Although the above methods have good research results face detection field, they cannot maintain a balance between detection accuracy for small targets face and the calculation and parameters amount of model. For this problem, this paper improved the method based on YOLOv5s, and proposed a small target face detection model 4AC-YOLOv5. First, by introducing a new layer to detect faces at a much smaller size, the model can better adapt to targets of various sizes, and can more accurately identify and locate small targets in complex scenes with large size changes, the accuracy of small targets detection is improved. Second, the asymptotic feature pyramid network (AFPN) replaces FPN + PAN to prevent the large information gap between not adjacent level, which leads to information loss or degradation in multilevel transmission. Because only normal convolution components are introduced, the algorithm improves the detection precision rate, meanwhile reduces the calculation and parameters amount of model. Finally, a multi-scale residual module C3_MultiRes is proposed to process features of different scales through multiple parallel branch structures, so as to enlarge the receptive field and make the model better understand the semantic information of the whole image. The improved model reduces parameters amount compared with the benchmark model, the detection of small target face under complex background accuracy has also been improved. Figure 1 shows the improved 4AC-YOLOv5 network model.

Fig. 1
figure 1

Network structure of 4AC-YOLOv5

2 YOLOv5

As one of the models widely recognized by researchers in object detection, YOLOv5 has made some improvements and optimizations based on yolov4, so that it can better balance detection accuracy and detection speed. Compared with YOLOv7 and YOLOv8 models, YOLOv5 has low performance requirements on devices and fast computing speed, and is more suitable for deployment on intelligent terminal devices. The YOLOv5 algorithm has versions of four different size models, YOLOv5s, YOLOv5l, YOLOv5x and YOLOv5m, among which, YOLOv5s is the smallest model in this series, which has the fewest layers and the smallest computational complexity, and performs best on devices with limited computing resources. Therefore, YOLOv5s algorithm is selected in this text for further research.

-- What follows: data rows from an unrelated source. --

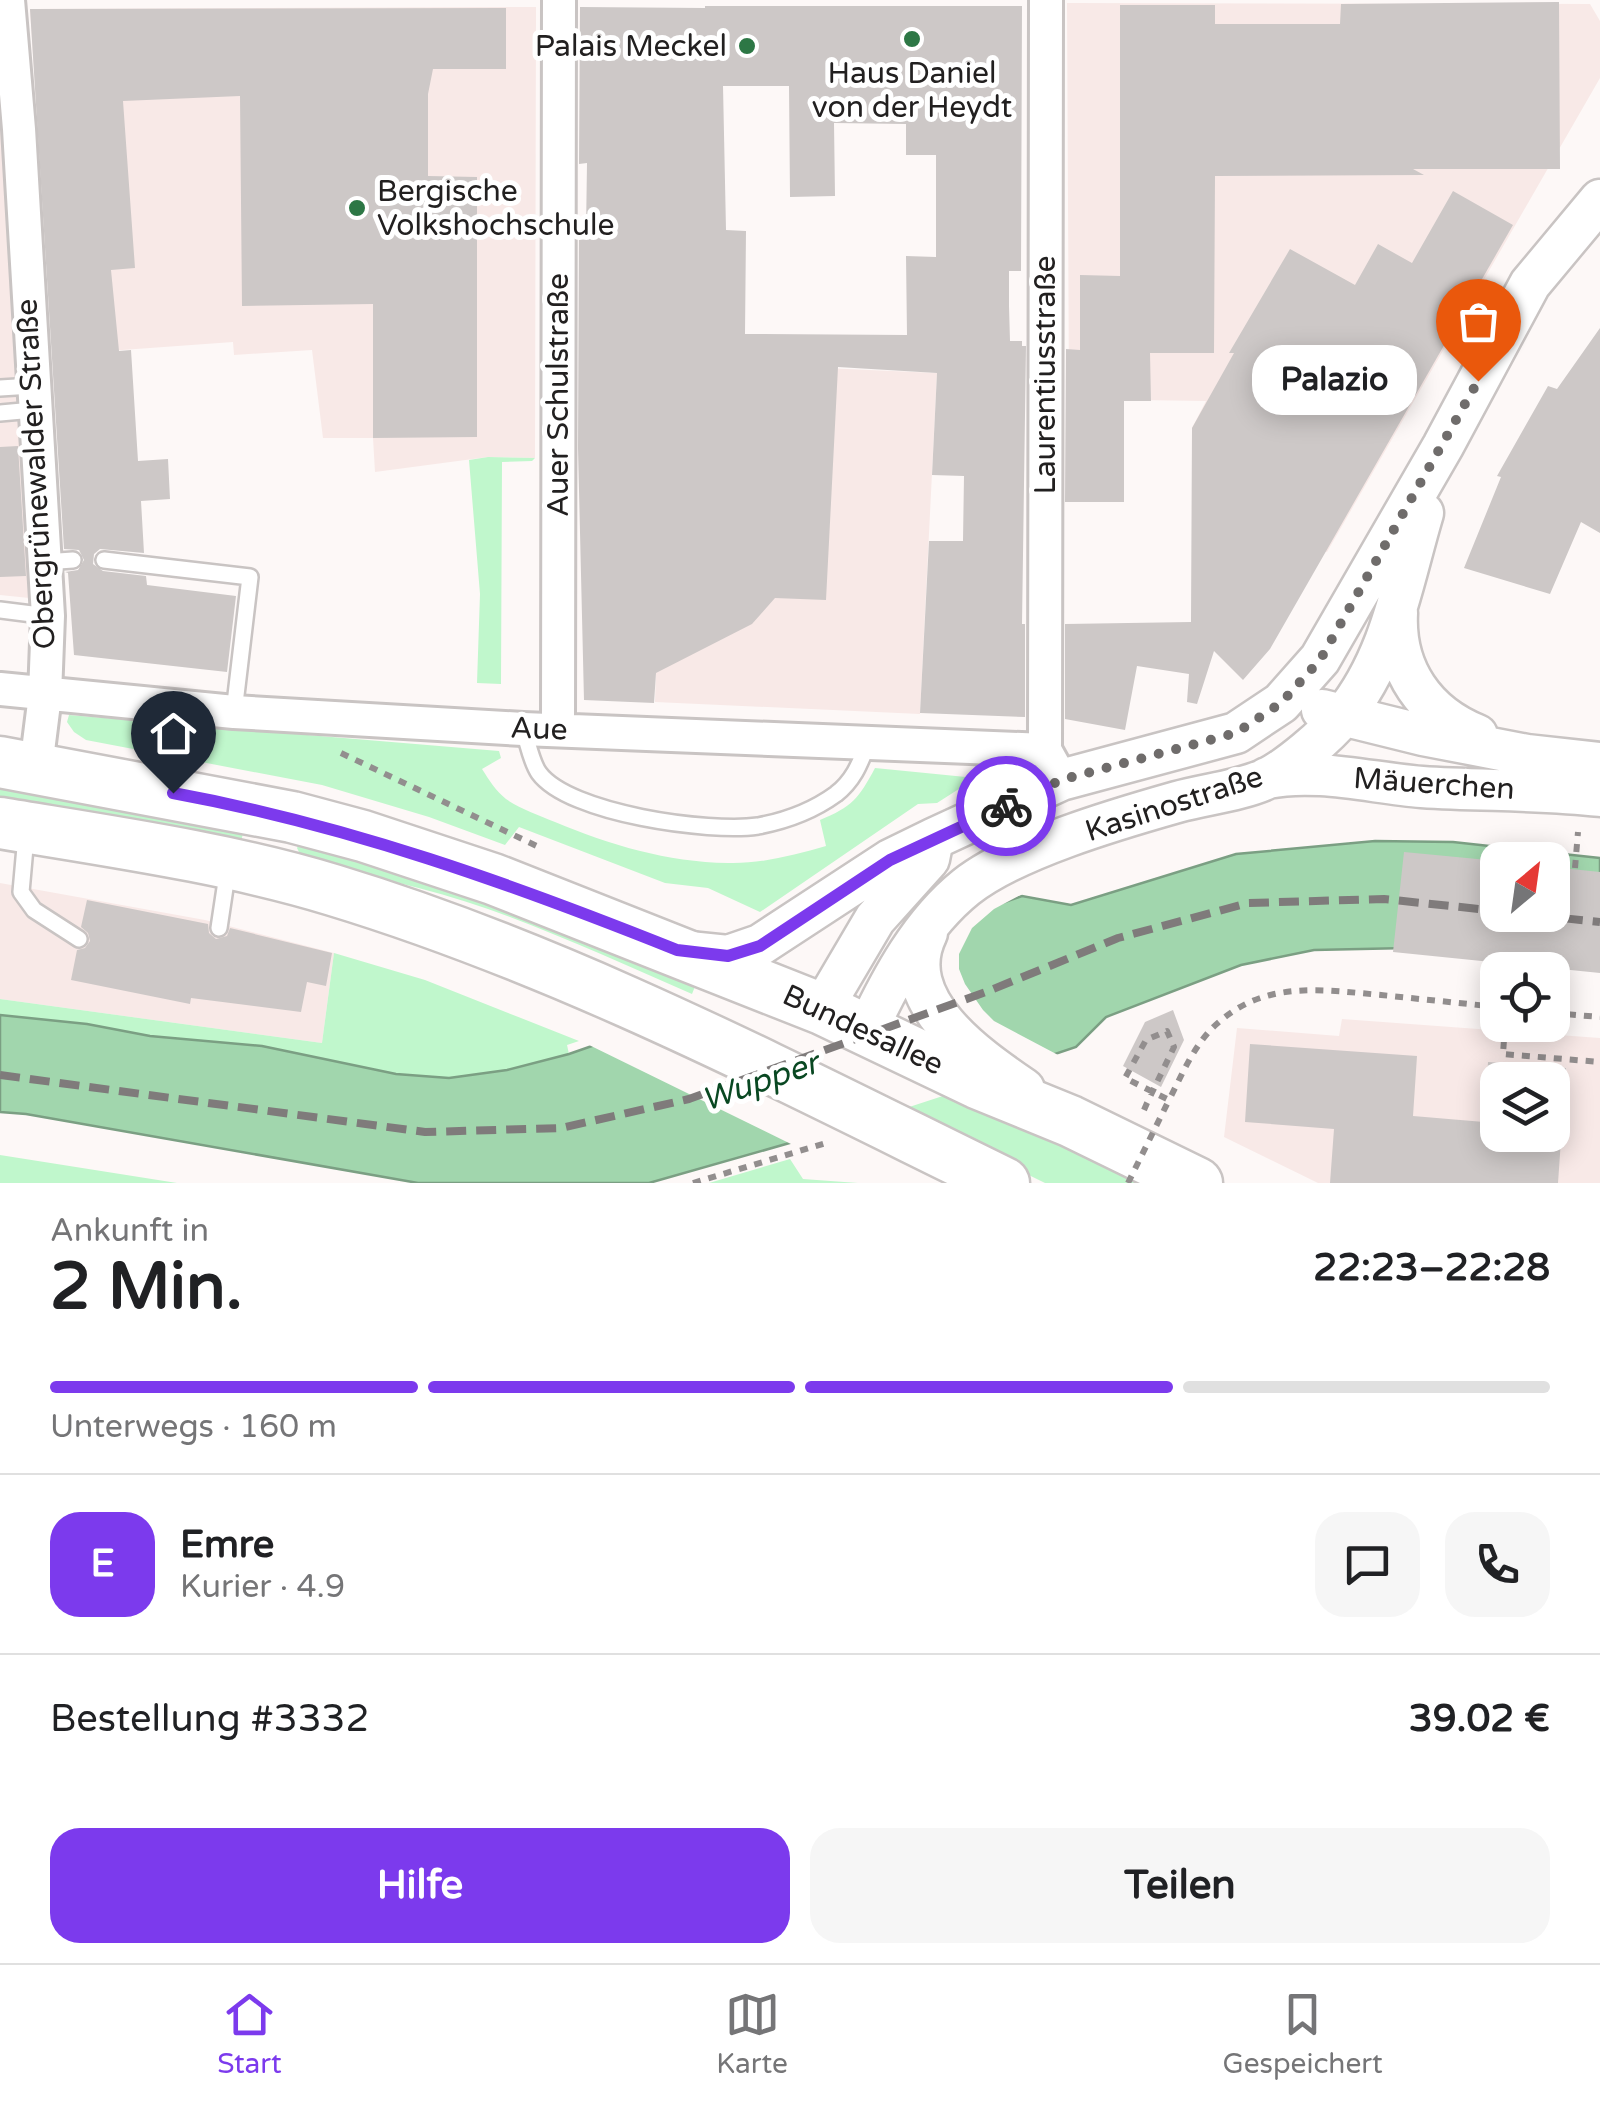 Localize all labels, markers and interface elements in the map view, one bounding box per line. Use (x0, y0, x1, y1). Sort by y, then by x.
place label: Palais Meckel (535, 28, 727, 65)
marker: Haus Daniel von der Heydt (901, 28, 923, 50)
marker: Palais Meckel (736, 35, 758, 57)
place label: Haus Daniel von der Heydt (812, 55, 1012, 126)
place label: Bergische Volkshochschule (377, 173, 615, 244)
marker: Bergische Volkshochschule (346, 197, 368, 219)
street label: Laurentiusstraße (1027, 255, 1064, 495)
street label: Auer Schulstraße (540, 273, 577, 517)
pin (1436, 279, 1521, 382)
icon: bag (1451, 294, 1506, 349)
street label: Obergrünewalder Straße (8, 298, 64, 650)
callout: Palazio (1253, 346, 1418, 416)
text: Palazio (1281, 361, 1388, 399)
pin (131, 691, 216, 794)
icon: home (146, 706, 201, 761)
street label: Aue (510, 710, 568, 748)
courier (956, 756, 1056, 856)
street label: Kasinostraße (1080, 758, 1268, 850)
street label: Mäuerchen (1352, 760, 1516, 808)
icon: bike (979, 779, 1034, 834)
north arrow (1480, 842, 1570, 932)
map controls (1480, 842, 1570, 1152)
button: locate (1480, 952, 1570, 1042)
street label: Bundesallee (777, 977, 949, 1083)
water label: Wupper (696, 1043, 827, 1120)
button: layers (1480, 1062, 1570, 1152)
text: Ankunft in (50, 1212, 209, 1250)
text: 22:23–22:28 (1313, 1245, 1550, 1291)
text: 2 Min. (50, 1248, 243, 1327)
text: Unterwegs · 160 m (50, 1408, 337, 1446)
button: chat (1315, 1512, 1420, 1617)
button: phone (1445, 1512, 1550, 1617)
text: Emre (180, 1522, 274, 1568)
text: E (90, 1541, 115, 1587)
text: Kurier · 4.9 (180, 1568, 345, 1606)
text: Bestellung #3332 (50, 1696, 369, 1742)
text: 39.02 € (1409, 1696, 1550, 1742)
button: Hilfe (50, 1828, 790, 1943)
button: Teilen (810, 1828, 1550, 1943)
tab: Start (217, 1987, 282, 2081)
tab: Karte (716, 1987, 788, 2081)
tab: Gespeichert (1222, 1987, 1383, 2081)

The main structure of YOLOv5s includes the following parts: input, backbone, neck, and head. The input is usually used to receive image data and preprocess it. It normalizes, scales and clips the original image to adapt to the input requirements of the model. The backbone network mainly adopts the CSPDarknet structure. It is responsible for extracting the features of the image, gradually transforming the image from low-level pixel information to high-level semantic features through a series of convolutional layers and residual blocks. Backbone extracts rich feature information at different scales for subsequent target detection tasks; the neck network adopts FPN + PAN [24] structure to integrate feature maps of different scales and carry out feature fusion, compared with YOLOv4 neck structure, YOLOv5s adopts CSP2 structure, which further enhances the capability of network feature fusion. The function of the channel block squeeze (CBS) module is to enhance the feature extraction capability and improve the accuracy of target detection. Three detection layers of different sizes are designed in the detection head module, using GIoU as bounding box regression loss function, and the best target bounding box is found by enhanced NMS algorithm.

3 Related technologies

3.1 Design small target detection layer

The YOLOv5 model uses the classic FPN + PAN structure, and the features are further extracted and fused through the fusion and matching of rich location information and feature maps with different resolutions, thus improving the detection accuracy of targets. In terms of detection layer, its model is detected and output on the feature layer of large, medium and small sizes, respectively. However, as we all know, small targets usually have small size and low resolution. Compared with large targets, small targets are more likely to suffer from missed detection and false detection, so the detection layer needs to have higher positioning accuracy to find targets more accurately. For the problem that small targets are difficult to extract, 160 × 160 small target detection layer is introduced base on 80 × 80, 40 × 40, 20 × 20 prediction feature output layer of the benchmark network. Compared with the other three output layers, the small target detection layer fuses shallower information, making the location information relatively rich, enhancing the network's perception of small targets, and being able to more accurately identify and locate small targets in complex scenes with large target size variations, thus improving the detection accuracy. Meanwhile, because the traditional fixed-size anchor frame may not match the size of the target object, the small target may lead to missing or false detection, K-means clustering algorithm [25] is added to regenerate 12 different preset anchor frame sizes for the four detection layers, which can better adapt to the requirements of specific scenes and reduce the deviation between the target and the anchor frame. Improve the precision and accuracy of target detection.

3.2 Improved neck network

Multi-scale feature fusion algorithm [26] can grasp face information by using features at different scales in face detection, and then fuse the extracted face feature information to further optimized the algorithm performance. One of the classic networks is the combination of FPN (feature pyramid network) and PAN (path aggregation network) structures adopted in the Neck structure of YOLOv5. FPN can extract rich feature information at different scales through top-down path linking, while PAN is a structure that aggregates features at different scales through bottom-up path linking, so as to integrate feature maps with different resolutions. However, due to the increase in resolution, some details in the original feature map may not be fully recovered, which weakened information transfer and the retention of important features between non-adjacent levels. Yang et al. [27] proposed a progressive feature pyramid network (AFPN) to facilitate semantic interaction between non-adjacent layers. In the AFPN structure, low-level features are mutually fusion with high-level features through up-sampling and residual connection, so that high-level features are gradually introduced into the fusion process; in this way, features of different scales can be fully utilized. Meanwhile, considering the possible multi-object information conflict in feature fusion process, AFPN also dynamically adjusts the weight of features through adaptive feature fusion operation, so that targets of different scales can get proper attention, thus improving the detection performance of small targets.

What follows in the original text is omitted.